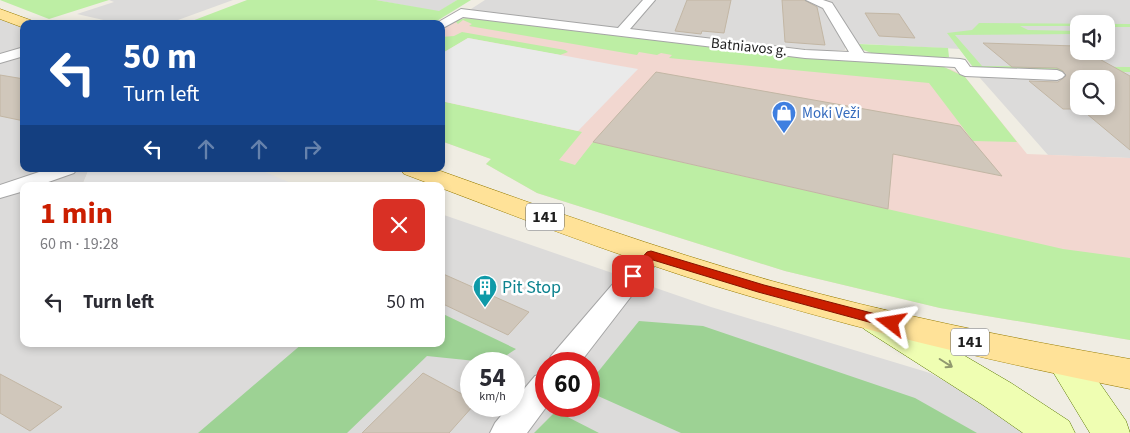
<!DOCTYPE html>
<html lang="en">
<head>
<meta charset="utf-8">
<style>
	:root { --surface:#fff; --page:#f7f7f7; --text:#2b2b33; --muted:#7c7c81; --accent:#cb1e00 }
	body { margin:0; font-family:"Source Sans 3",sans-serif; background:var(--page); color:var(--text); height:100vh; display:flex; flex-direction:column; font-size:19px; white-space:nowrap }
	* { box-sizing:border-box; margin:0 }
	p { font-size:16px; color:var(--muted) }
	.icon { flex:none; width:28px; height:28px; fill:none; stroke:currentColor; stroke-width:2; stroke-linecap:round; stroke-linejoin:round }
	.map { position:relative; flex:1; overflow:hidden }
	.panel { position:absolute; left:20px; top:182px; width:425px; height:165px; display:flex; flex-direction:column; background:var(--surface); border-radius:10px; box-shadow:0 2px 8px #0003 }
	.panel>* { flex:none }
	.hud { position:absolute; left:20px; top:20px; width:425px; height:152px; border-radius:10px; box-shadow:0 2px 8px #0003; background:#1a4fa0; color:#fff; overflow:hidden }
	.tools { position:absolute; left:1070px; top:15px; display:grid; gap:10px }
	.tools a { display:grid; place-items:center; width:45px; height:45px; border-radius:10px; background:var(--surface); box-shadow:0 2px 8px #0003; font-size:25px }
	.speed { position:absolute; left:460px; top:352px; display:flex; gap:10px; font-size:25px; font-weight:700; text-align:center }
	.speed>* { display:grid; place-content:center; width:65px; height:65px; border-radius:50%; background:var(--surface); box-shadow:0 2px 8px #0003; line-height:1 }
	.speed small { font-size:12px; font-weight:400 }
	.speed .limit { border:8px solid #d22; background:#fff; color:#111 }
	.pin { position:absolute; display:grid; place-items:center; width:42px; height:42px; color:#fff; margin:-21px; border-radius:10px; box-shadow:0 2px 8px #0006 }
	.me { position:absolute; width:55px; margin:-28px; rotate:284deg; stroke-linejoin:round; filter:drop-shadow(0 0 4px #0008) }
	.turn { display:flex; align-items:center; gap:18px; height:105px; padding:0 20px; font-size:22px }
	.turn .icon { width:65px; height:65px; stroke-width:2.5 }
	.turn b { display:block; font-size:35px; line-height:42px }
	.lanes { display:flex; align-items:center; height:48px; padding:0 20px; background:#0003; justify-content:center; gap:25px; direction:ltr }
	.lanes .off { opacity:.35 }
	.round { display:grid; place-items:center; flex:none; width:52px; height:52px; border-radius:10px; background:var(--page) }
	.head { display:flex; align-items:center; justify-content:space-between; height:85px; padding:0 20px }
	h1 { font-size:30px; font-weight:700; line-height:38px; color:var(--accent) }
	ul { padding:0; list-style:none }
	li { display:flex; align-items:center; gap:15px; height:70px; padding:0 20px }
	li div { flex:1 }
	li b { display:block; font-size:19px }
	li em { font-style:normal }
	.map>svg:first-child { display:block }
</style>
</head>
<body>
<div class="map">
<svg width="1130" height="433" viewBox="0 0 1130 433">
	<rect width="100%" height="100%" fill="#f0ede3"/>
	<path fill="#dcdbda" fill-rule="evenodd" d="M109,0H233L167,24H121L77,14L114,2Z
		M376,0H457L439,12Z
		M485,0H1130V158L1048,155L980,78L960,49L845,43V50L824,51L479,12L471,9ZM1079,24H1106V51H1079ZM1079,79H1106V106H1079Z
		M0,14L24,24V169H89L83,183L84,186H24V344H441V214L711,307L930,373L1024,426L1032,433H0ZM471,364H514V406H471ZM546,364H589V406H546Z"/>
	<path fill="#f2d7d0" d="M466,18L801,57L950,69L957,72L965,77L1027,154L1130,158V340L940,308L785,271L537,193L486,164L491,159L441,141V30L455,21Z"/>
	<path fill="#bdeea4" d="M0,0H109L49,19Z
		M247,0H376L439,11L457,0H471L432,24H184Z
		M466,18L801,57L942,66L965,77L1017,142L973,141L929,83L669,58L672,55L661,53L657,55L639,52L637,55L469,26L472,24L463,20L458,24L455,21Z
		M979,23L1130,24V27H1106V24H1079V26H1020L1028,30L1079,31V34L955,35L982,66L1130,67V72L1002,71L973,67L947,33L972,30Z
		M462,32L565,50L568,52L560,55L468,38L441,54V37L454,36Z
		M859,44L948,48L949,57L941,59L874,54L861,49Z
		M441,101L582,132L559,160L575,165L593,142L1063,249L1130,258V340L940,308L785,271L537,193L486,164L491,159L441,141Z"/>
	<path fill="#9dd294" d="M441,313L516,349L495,363L427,356L347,433H198L302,344H441Z
		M639,321L703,326L915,398L977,433H681L589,392V383Z
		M556,411L599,433H534Z"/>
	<path fill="#eaeaea" d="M468,38L615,65L638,69L578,131L441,101V54Z
		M89,169H258L298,186H84L83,184Z"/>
	<path fill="#d0c7bb" stroke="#c2b6a4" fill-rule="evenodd" d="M687,0H731L724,33L702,31L701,34L675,31Z
		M782,0H804L817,7L825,45L785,42Z
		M865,13L899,14L915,38L879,36Z
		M983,43L1075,46L1079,48V51H1085L1130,76V150L1081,109H1063L1029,81L1058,82L1066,76L1063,71L1057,68L1012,67ZM1079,79H1106V106H1079Z
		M656,72L960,126L1002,176L893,154L888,209L593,142Z
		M0,75L24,79V121L0,116Z
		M441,273L529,312L508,335L441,303Z
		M423,373L471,399L473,406L449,433H362Z
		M0,374L62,407L30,431L0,413Z"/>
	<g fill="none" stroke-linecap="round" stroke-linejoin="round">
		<defs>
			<path id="minor" d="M643,0H655L630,29L805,50L849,52L823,8L806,0H823L832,3L864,53L960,59L965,60L970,67L1057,70L1062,72L1065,75L1062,78L1057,80L965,76L960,74L955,67L805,58L463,17L441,29V24H435L461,9L618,28Z
				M24,47V56L0,63V54Z
				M48,169H77L74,173L37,186H24V191L0,198V185Z
				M651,247L660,250L663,255L579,364H547L551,356L642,250Z
				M546,373L547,406L527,433H490L495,423L509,406H514V401L535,376Z"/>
			<path id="secondary" d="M876,308L888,311L1011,383L1069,421L1075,433H1023L983,405L864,329L859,320L864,311Z
				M1065,348L1078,352L1126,421L1130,433H1090L1047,362L1052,352Z"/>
			<path id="primary" d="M0,9L33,21L35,24H24V28L0,19Z
				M401,169H435C547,209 658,249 772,281C890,314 1010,338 1130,359V389C1005,364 881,335 759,299C651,268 546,228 441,188V186H436L404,174Z"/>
		</defs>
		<use href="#minor" stroke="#a5a5a5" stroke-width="2"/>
		<use href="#secondary" stroke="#5a7900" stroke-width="1"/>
		<use href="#primary" stroke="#977c00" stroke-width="1"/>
		<use href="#minor" fill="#fff" fill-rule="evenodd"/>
		<use href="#secondary" fill="#effeb2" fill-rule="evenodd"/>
		<use href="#primary" fill="#ffe298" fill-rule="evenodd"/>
	</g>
	<defs><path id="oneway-shaft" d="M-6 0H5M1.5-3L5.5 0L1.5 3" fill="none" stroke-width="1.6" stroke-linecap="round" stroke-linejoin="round" transform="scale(1.25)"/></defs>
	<use stroke="#91996f" href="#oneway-shaft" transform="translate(946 363) rotate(32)"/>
	<path fill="#cb1e00" stroke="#841400" d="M651,251L764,285L891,318L896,319L898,323L896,326L891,328L758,292L653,260L637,279H628L626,276L628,273L647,252Z"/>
	<defs>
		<symbol id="shop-pin" viewBox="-11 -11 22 30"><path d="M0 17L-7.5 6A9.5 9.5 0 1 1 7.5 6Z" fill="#3f7fe0" stroke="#fff"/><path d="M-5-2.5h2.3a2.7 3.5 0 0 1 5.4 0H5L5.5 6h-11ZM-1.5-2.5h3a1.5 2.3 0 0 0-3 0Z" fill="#fff"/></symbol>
		<symbol id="building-pin" viewBox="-11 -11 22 30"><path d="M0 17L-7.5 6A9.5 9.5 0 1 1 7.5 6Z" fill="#0f9aa8" stroke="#fff"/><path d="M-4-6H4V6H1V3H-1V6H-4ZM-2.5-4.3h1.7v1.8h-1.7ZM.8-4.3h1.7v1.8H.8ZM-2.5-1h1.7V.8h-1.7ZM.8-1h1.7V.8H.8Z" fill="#fff"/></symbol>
	</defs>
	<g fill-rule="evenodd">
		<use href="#shop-pin" x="770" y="99" width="28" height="38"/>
		<use href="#building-pin" x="471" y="273" width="28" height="38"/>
	</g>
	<g text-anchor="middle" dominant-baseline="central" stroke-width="5" stroke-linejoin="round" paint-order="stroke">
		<g font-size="15" fill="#1e1e1e" stroke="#fff">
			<text transform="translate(749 47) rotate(6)">Batniavos g.</text>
		</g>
		<g font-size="15" fill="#366cbe" stroke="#fff" text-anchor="start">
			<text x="802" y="113">Moki Veži</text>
		</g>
		<g fill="#fff" stroke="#626262" stroke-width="1">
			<rect x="526" y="203.5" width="38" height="27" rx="4"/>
			<rect x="951" y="328.5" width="38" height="27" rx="4"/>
		</g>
		<g font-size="16" font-weight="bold" fill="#1e1e1e">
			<text x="545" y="217">141</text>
			<text x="970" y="342">141</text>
		</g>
		<g font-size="18" fill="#0d838f" stroke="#fff" text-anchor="start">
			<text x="502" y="287">Pit Stop</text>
		</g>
	</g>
</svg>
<div class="tools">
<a><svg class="icon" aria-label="sound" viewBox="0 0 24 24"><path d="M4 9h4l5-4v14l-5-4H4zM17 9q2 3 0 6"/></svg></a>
<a><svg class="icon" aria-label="search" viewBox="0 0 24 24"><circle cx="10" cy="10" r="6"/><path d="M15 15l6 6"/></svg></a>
</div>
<div class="speed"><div>54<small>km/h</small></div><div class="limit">60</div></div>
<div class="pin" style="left:633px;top:276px;background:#d93025"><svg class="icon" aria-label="arrive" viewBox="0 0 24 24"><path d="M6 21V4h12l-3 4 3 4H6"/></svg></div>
<svg class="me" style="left:891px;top:323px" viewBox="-20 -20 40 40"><path d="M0-17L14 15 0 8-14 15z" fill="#cb1e00" stroke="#fff" stroke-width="4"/></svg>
<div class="hud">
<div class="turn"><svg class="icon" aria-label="left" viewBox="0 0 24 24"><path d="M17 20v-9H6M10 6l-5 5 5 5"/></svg><div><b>50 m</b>Turn left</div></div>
<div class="lanes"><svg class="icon" aria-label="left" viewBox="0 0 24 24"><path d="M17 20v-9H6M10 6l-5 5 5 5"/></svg><svg class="icon off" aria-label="ahead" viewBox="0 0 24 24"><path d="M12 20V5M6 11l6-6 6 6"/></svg><svg class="icon off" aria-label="ahead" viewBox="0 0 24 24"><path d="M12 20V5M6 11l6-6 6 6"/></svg><svg class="icon off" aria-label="right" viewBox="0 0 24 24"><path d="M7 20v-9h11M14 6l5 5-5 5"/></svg></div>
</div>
<section class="panel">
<div class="head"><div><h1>1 min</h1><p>60 m · 19:28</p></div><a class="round" style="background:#d93025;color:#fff"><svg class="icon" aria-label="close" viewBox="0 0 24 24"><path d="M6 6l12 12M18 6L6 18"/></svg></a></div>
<ul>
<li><svg class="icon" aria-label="left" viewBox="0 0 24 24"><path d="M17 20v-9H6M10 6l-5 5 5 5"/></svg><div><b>Turn left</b></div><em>50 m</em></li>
</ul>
</section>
</div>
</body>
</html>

◆ Exercise brief ◆
The lines to copy are those in the listing that contain "hidden".

◆ Output ◆
	.map { position:relative; flex:1; overflow:hidden }
	.hud { position:absolute; left:20px; top:20px; width:425px; height:152px; border-radius:10px; box-shadow:0 2px 8px #0003; background:#1a4fa0; color:#fff; overflow:hidden }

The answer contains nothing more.